You didn't miss anything - that is the preferred protocol.
But in my case, clarithromycin was the best choice for my strain of MAC, but I couldn't tolerate it and had to change to azithromycin (bad news since my long time tinnitus got worse.) And at my regular eye check (every 3 months) my ophthalmologist told me I was one of the few patients on ethambutol where she didn't have to ask for their docs to stop it early due to vision changes.
Just recently, inhaled Arikayce has become an accepted part of the protocol, and can be used when some other drugs are not tolerated. And 7% saline along with airway clearance has changed the treatment path dramatically for many of us.
So yes, in the ideal world we all tolerate the Big 3, but in the ideal world we wouldn't get MAC either, would we?
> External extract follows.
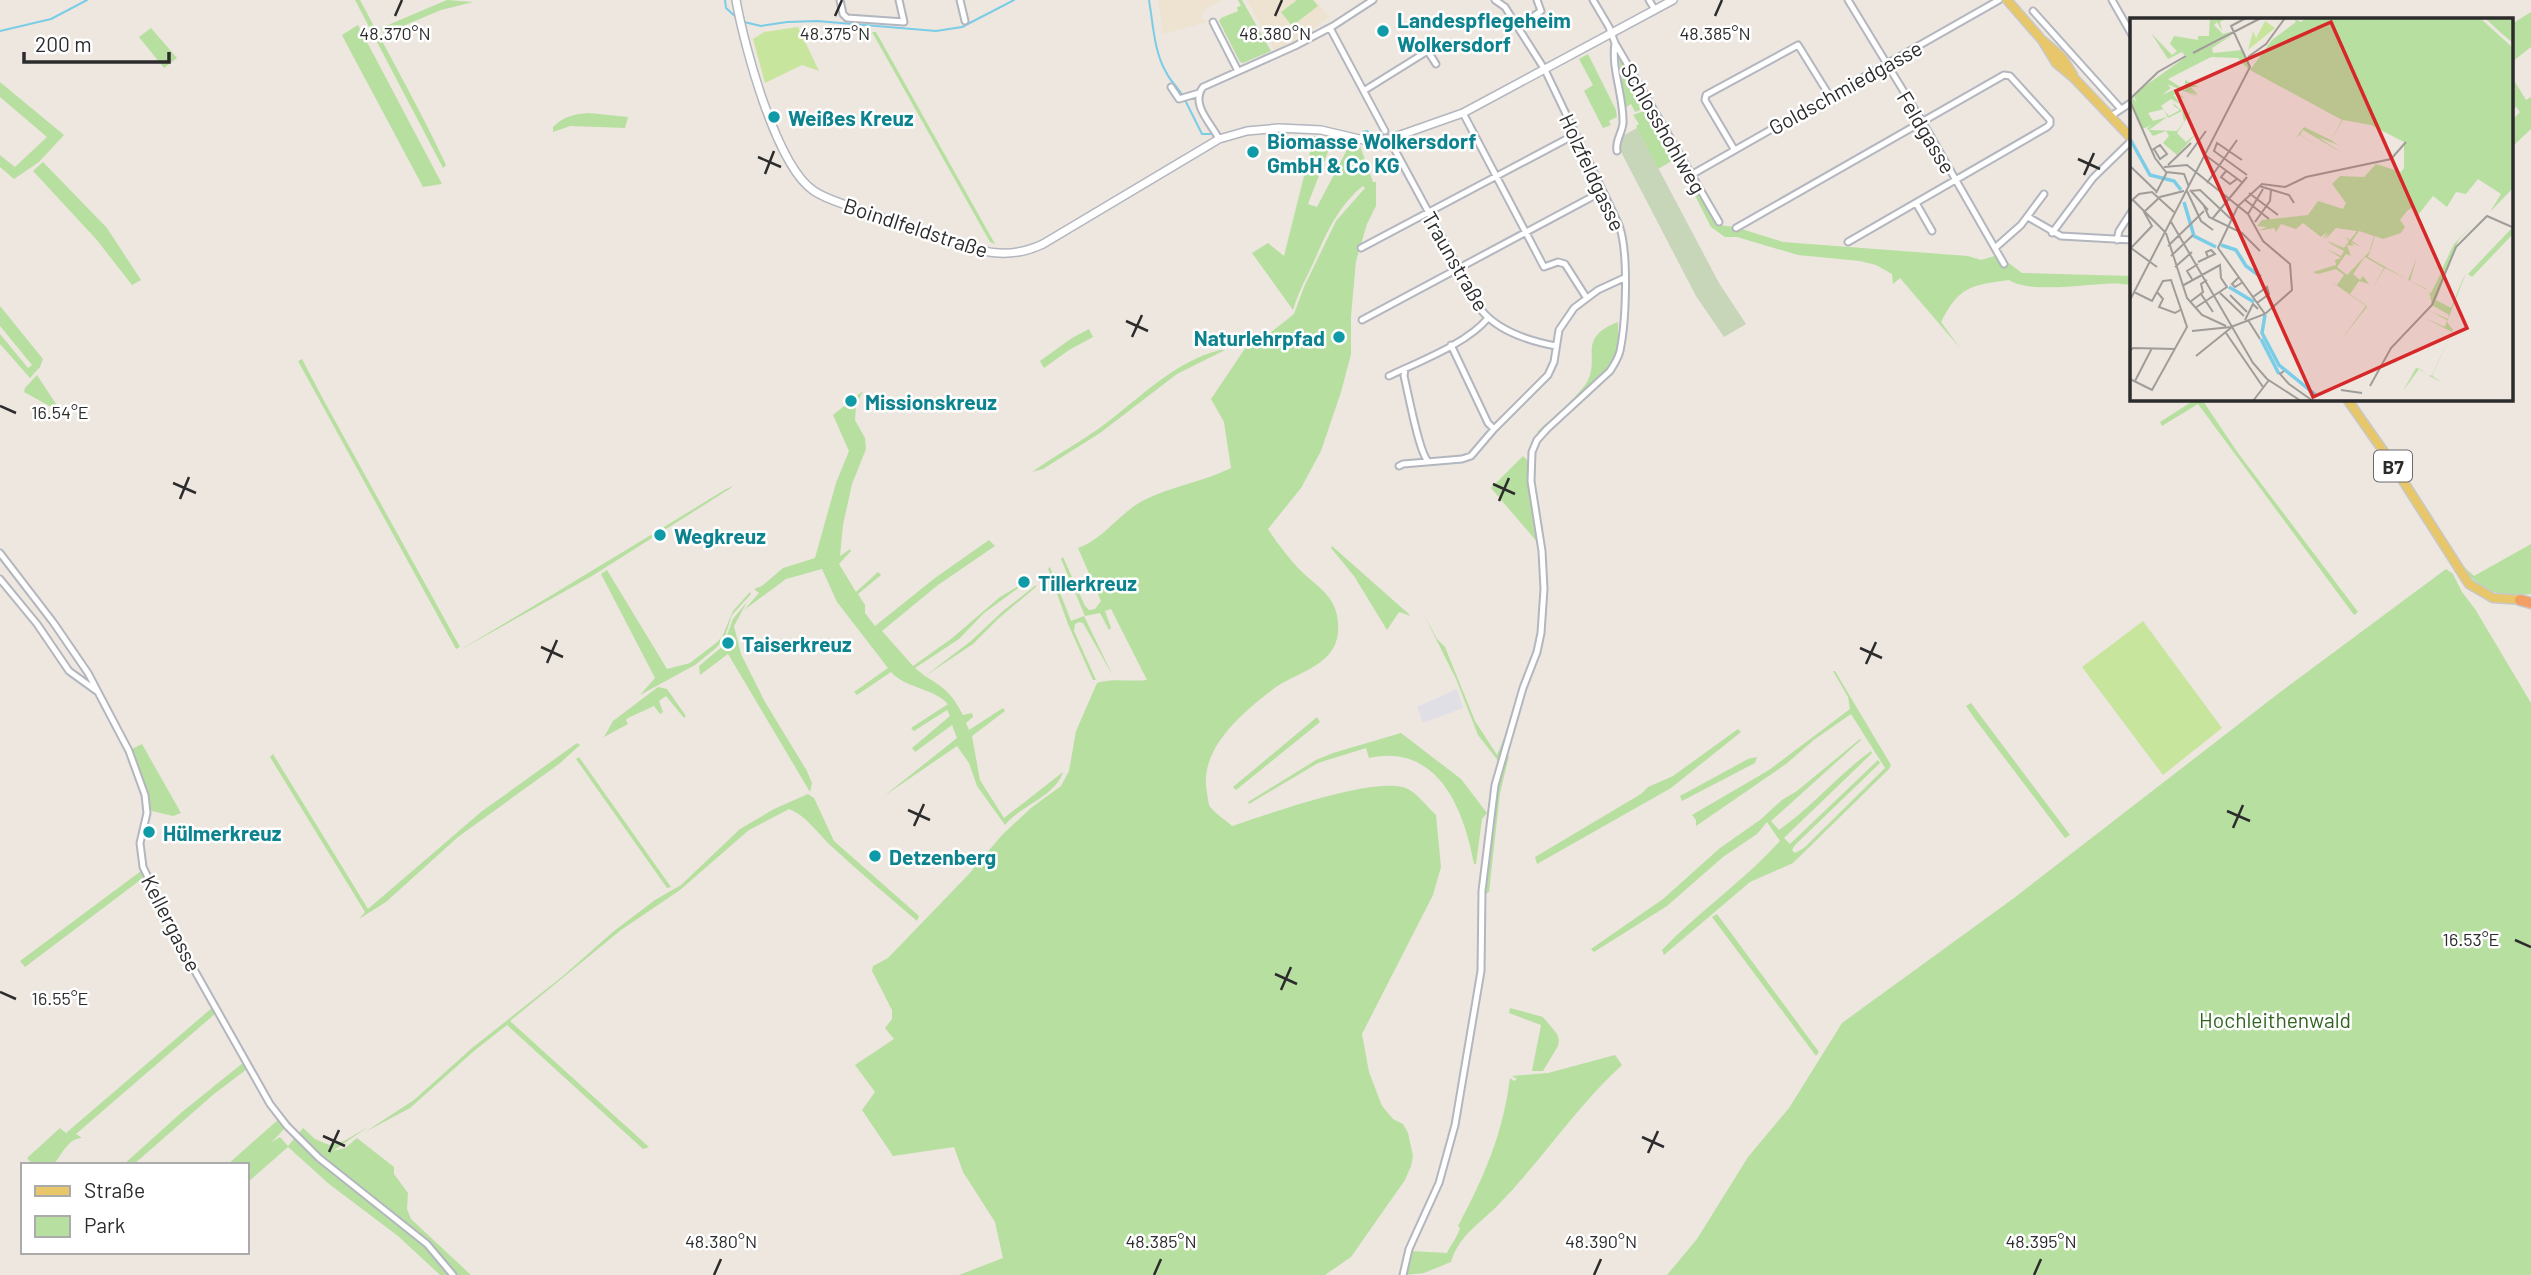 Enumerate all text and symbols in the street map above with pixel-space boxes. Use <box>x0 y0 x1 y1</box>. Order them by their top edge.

So each person's treatment must fit them personally.
Sue
Typed as I sit here "smokin' my pipe"
Sue, MAC is a new and additional problem for me. I was referred to an ID following a positive culture. Arikayce inhalant was prescribed. I'm retired military. and a senior; prescription is one of my benefits which I get thru express scripts which is the agent that handles it. The arikayce required preapproval from the military. due to the cost which is listed in the thousands per month and a $68 copayment from me. They stated I must use conventional treatment for 6 months and still show a positive culture before they will approve it. Your comment on arikayce is very casual, was it a problem acquiring it for you? A few days ago, I signed an authorization for my ID to appeal their decision.